BEGIN Material for this exercise

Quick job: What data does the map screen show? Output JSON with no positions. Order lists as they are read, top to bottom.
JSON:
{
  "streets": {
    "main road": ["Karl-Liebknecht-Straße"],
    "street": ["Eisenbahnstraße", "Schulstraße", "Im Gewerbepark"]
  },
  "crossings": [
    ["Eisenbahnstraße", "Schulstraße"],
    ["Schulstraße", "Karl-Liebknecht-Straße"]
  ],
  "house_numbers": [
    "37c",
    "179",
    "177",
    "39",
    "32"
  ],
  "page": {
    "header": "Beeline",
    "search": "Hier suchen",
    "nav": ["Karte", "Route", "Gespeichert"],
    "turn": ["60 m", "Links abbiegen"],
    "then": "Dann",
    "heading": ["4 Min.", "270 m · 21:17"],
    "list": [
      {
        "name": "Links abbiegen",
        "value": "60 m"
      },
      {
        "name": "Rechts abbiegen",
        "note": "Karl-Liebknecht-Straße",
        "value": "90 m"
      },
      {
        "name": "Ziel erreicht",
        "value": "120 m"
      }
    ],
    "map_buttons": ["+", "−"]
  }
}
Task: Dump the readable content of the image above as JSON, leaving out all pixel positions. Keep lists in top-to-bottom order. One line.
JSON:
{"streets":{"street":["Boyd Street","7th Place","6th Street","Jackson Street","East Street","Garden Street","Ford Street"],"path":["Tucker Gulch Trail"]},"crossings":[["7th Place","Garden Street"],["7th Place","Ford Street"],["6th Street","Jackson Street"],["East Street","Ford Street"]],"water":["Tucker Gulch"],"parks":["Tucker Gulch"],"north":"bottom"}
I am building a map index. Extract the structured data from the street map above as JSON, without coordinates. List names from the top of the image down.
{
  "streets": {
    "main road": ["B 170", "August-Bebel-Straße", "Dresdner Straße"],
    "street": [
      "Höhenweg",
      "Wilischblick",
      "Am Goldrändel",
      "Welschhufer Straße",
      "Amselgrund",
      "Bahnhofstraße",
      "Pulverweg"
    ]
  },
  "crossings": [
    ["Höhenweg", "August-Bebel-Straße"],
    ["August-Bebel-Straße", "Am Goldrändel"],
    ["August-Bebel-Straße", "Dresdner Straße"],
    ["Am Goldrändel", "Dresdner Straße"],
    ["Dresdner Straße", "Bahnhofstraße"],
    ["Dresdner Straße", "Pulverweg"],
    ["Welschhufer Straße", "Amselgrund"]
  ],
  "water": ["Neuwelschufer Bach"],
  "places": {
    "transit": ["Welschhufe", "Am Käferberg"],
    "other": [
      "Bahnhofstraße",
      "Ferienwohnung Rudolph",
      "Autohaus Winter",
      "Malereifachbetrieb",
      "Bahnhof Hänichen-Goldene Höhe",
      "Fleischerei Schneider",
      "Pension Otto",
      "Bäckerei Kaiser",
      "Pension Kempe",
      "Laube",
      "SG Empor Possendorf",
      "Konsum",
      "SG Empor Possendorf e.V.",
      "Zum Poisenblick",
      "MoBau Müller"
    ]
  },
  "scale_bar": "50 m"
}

END Material for this exercise

→ What to work on
Find the lines of the listing above that hold "lists". Please copy them.

→ Exercise output
Quick job: What data does the map screen show? Output JSON with no positions. Order lists as they are read, top to bottom.
Task: Dump the readable content of the image above as JSON, leaving out all pixel positions. Keep lists in top-to-bottom order. One line.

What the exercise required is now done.